A stormy Monsoon Session ahead

Top leaders of the BJP find themselves in the web of deep and damaging controversies

Since the Narendra Modi government came into being 14 months ago, no session of Parliament has seemed as threatening to the BJP as the Monsoon Session which commences today. This is due to two reasons.

Top leaders of the BJP find themselves in the web of deep and damaging controversies, and this has hurt its image. As such, Prime Minister Modi and his senior colleagues are doing everything to retrieve some of their elan in Parliament. The second reason is that the Congress, the main Opposition party, now seems to be putting up a far more focused resistance against the excesses of the ruling dispensation. In particular, the party’s vice-president, Rahul Gandhi, is seeking to appear in a new avatar, very different from his earlier image of a reluctant leader.

He will now have the opportunity to make his case in Parliament in front of a huge national audience. This can be his session as much as Mr Modi’s. Many will be waiting to see if he can summon political aggression and tactical balance, and the extent to which the Congress can help forge a common Opposition approach with him as leader. The BJP has already revealed its hand. No minister or party functionary at any level is going to resign. Union home minister Rajnath Singh made this clear some weeks ago, saying this was the NDA, not the UPA.

It is not only Prime Minister Modi who has not uttered a word on any of the disturbing controversies — his external affairs minister Sushma Swaraj seeking quietly to come to the aid of Lalit Modi, a law evader, Rajasthan CM Vasundhara Raje’s equally dubious intercession with the British authorities to show the former cricket entrepreneur some favours, and Madhya Pradesh CM Shivraj Singh Chouhan’s seeming culpability in the widespread Vyapam scam in his state. The RSS top brass is also determinedly quiet. This is a signal to the BJP to battle it out.

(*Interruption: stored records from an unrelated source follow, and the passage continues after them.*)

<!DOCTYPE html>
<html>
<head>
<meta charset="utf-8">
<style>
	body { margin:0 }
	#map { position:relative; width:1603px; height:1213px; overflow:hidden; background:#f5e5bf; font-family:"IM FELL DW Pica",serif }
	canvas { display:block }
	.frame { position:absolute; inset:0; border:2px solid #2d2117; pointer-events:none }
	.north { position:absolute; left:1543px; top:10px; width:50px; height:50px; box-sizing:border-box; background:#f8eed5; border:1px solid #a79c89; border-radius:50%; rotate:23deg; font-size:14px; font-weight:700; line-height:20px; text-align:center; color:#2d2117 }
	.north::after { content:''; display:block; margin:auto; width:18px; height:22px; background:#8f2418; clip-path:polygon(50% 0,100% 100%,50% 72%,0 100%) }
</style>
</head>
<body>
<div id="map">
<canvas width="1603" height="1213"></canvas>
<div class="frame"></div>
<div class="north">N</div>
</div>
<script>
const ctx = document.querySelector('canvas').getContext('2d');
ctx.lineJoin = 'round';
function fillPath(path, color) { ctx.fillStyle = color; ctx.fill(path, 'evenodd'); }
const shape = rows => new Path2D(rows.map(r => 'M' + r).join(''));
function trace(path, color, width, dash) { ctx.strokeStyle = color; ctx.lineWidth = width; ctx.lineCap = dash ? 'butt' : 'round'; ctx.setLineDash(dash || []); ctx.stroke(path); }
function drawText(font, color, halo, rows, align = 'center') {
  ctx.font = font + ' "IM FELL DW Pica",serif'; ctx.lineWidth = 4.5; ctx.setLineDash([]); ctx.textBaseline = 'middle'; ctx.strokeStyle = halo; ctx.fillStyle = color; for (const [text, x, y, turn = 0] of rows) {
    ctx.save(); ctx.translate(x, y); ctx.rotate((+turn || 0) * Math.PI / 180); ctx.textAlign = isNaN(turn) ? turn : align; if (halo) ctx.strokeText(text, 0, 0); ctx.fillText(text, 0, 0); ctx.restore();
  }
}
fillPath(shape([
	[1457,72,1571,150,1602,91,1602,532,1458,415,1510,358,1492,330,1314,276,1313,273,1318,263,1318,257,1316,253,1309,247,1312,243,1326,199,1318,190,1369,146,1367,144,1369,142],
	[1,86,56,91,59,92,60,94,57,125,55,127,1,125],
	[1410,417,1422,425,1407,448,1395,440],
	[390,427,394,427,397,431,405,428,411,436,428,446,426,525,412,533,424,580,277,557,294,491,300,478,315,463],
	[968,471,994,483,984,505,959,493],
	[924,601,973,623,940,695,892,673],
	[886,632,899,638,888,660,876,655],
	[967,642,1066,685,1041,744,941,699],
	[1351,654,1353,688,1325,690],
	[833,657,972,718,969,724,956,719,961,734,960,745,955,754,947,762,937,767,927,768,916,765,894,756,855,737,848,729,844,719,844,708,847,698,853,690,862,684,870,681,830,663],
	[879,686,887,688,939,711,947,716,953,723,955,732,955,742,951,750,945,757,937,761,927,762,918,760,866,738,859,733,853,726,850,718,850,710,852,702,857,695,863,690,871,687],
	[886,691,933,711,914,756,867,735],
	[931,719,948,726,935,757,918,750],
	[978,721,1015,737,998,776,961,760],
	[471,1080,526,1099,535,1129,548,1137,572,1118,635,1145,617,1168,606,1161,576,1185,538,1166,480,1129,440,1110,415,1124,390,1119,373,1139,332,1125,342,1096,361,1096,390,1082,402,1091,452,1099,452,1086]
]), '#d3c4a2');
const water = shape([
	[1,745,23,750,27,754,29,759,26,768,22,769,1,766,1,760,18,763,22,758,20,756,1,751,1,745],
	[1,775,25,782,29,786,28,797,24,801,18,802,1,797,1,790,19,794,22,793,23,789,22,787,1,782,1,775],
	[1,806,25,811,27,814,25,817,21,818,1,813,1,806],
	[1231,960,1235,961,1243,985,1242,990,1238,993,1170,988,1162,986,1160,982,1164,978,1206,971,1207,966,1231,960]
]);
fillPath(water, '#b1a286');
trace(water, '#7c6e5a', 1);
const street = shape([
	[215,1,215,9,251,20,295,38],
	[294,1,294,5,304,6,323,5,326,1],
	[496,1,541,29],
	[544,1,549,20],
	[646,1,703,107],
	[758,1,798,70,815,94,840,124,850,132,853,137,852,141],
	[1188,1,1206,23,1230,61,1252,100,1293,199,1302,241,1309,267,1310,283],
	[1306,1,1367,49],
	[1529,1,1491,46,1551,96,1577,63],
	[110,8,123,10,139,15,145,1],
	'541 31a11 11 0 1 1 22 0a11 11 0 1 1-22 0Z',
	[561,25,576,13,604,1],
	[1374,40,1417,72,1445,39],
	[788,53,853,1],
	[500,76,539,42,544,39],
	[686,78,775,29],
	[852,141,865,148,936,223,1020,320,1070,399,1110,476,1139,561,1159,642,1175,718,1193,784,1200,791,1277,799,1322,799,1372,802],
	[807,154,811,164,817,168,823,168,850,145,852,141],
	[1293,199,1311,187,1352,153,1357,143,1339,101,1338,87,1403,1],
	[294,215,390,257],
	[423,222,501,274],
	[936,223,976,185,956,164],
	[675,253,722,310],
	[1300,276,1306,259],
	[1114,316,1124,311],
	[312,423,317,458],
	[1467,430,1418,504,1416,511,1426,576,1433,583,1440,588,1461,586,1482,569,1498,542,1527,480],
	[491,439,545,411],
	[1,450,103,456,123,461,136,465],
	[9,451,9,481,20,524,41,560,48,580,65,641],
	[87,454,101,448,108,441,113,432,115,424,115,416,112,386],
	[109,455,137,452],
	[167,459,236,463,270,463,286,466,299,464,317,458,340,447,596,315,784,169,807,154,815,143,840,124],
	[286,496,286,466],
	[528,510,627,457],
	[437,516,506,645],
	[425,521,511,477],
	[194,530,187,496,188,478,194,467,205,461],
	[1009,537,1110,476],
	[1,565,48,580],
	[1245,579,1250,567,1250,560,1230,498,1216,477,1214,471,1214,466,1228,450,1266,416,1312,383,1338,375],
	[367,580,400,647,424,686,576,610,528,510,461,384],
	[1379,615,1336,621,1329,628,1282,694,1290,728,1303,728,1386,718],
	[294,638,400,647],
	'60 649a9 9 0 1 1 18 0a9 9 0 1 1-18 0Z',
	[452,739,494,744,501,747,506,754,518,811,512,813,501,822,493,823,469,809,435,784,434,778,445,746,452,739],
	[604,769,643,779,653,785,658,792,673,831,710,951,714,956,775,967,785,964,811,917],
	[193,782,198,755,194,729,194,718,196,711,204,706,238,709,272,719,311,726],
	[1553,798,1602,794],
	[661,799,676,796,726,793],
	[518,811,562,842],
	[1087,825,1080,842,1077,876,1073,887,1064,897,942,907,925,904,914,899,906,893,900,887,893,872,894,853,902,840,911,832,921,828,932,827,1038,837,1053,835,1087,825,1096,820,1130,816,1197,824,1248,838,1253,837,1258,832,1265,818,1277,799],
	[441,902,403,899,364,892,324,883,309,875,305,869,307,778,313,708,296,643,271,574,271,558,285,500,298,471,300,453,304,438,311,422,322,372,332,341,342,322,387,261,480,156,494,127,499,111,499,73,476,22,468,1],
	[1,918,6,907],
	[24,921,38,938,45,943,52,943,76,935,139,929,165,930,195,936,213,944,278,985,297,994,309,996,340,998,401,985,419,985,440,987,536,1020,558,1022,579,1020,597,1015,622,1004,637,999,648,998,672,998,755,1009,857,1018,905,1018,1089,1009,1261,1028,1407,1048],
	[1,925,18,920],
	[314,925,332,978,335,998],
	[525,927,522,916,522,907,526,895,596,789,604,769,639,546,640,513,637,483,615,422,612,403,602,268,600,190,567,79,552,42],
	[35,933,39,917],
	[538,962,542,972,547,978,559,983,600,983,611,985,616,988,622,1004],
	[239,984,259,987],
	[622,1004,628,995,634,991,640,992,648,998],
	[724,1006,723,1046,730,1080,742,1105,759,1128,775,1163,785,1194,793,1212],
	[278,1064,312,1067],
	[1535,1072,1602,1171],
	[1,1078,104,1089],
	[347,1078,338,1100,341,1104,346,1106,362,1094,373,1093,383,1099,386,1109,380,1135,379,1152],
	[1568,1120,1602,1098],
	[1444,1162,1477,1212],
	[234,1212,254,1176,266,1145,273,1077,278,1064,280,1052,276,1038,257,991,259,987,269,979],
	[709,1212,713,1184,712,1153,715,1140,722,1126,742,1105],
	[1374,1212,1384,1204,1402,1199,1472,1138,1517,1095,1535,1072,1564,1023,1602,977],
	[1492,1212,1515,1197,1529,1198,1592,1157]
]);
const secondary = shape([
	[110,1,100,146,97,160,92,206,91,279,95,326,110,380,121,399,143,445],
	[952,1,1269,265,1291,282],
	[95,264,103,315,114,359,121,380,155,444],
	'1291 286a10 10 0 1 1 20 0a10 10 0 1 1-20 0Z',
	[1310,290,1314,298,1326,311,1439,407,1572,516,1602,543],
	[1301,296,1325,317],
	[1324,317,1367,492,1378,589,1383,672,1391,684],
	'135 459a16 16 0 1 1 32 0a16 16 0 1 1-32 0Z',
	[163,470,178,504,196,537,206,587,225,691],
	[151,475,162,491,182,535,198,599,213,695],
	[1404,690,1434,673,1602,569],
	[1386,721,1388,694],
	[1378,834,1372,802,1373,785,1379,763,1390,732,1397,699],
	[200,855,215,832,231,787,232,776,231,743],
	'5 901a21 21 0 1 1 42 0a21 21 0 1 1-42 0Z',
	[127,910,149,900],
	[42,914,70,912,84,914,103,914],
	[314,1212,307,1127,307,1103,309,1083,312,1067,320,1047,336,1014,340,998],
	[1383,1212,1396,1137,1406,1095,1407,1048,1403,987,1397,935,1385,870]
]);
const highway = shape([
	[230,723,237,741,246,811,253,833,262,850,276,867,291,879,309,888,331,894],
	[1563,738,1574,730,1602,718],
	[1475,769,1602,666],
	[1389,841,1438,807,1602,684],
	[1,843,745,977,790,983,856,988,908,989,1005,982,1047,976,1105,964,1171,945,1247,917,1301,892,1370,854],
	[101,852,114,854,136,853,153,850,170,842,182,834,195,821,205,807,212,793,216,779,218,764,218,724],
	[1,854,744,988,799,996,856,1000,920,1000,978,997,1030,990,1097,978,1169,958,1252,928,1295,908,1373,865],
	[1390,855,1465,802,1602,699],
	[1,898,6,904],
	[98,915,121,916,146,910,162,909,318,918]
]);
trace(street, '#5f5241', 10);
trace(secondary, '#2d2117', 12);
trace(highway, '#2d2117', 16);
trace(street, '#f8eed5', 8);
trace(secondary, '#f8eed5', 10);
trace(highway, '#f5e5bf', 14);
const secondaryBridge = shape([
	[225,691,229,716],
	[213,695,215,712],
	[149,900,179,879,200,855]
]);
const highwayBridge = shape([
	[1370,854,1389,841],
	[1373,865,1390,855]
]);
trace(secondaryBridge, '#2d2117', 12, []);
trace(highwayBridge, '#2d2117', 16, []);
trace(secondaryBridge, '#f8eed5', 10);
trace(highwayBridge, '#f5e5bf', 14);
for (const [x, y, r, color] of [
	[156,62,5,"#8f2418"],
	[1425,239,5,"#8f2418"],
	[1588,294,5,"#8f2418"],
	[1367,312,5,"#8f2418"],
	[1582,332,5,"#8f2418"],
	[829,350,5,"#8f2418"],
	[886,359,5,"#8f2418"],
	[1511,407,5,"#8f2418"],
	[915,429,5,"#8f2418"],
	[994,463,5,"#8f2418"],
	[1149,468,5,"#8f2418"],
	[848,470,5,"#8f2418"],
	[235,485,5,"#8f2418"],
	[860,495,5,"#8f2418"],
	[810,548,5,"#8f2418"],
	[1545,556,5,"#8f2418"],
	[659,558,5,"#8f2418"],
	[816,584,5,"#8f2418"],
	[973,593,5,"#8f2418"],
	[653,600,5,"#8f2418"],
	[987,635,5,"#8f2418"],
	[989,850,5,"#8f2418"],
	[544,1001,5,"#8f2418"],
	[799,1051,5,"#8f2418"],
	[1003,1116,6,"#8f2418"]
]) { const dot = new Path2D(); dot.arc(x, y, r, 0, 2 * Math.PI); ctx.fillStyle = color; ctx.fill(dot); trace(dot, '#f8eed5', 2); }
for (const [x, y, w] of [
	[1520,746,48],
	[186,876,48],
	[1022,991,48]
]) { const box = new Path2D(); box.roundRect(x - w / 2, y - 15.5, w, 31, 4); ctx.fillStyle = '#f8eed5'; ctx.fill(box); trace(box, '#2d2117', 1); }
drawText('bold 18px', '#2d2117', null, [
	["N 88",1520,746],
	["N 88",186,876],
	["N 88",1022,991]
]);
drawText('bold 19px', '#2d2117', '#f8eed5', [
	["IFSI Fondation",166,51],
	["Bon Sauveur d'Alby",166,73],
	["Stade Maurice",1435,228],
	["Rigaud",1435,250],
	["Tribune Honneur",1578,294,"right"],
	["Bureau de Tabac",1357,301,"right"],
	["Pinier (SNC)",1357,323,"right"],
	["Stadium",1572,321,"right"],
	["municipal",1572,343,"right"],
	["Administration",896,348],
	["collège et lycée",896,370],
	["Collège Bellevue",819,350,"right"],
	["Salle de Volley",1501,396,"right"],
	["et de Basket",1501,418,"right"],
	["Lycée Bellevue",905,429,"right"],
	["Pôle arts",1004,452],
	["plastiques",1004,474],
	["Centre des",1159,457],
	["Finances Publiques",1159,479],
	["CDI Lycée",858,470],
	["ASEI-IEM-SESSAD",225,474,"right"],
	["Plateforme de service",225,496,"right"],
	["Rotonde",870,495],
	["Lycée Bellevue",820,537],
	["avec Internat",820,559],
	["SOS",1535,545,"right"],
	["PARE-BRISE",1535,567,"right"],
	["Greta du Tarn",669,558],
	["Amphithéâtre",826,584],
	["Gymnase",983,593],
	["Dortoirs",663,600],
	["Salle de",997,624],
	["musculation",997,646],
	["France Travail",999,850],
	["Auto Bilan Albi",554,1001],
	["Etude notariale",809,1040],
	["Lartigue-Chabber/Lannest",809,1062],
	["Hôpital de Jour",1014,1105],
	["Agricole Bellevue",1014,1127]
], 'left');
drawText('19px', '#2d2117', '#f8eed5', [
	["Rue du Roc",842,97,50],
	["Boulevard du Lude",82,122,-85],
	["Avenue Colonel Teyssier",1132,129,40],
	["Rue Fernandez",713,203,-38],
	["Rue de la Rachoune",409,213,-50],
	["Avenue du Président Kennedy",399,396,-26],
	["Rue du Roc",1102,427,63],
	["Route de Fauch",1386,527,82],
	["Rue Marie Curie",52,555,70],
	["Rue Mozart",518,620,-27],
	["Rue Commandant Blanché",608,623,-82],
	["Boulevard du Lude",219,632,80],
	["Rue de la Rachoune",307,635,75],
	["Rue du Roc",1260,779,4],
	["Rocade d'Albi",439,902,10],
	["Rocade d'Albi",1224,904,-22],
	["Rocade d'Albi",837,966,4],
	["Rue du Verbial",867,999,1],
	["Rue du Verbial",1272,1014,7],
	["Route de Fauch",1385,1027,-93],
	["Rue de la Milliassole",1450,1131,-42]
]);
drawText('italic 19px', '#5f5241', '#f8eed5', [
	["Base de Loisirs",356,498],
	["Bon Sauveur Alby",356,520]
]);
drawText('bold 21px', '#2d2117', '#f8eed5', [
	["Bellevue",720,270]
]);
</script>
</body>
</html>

On the eve of the Bihar Assembly election, the party has clearly decided not to allow the Opposition to cash in on its vulnerabilities, whatever this may mean for morality in public life. So, the reported plan of the ruling party is to seek to push the Congress on the back foot by pointing fingers at it on grounds of corruption. The governing entity seeking to fight off allegations of taint by calling the Opposition corrupt will no doubt make for extraordinary parliamentary practice.

What about the Parliament’s primary role of law-making? That could be a casualty if predictions of utter disorder in the House come true.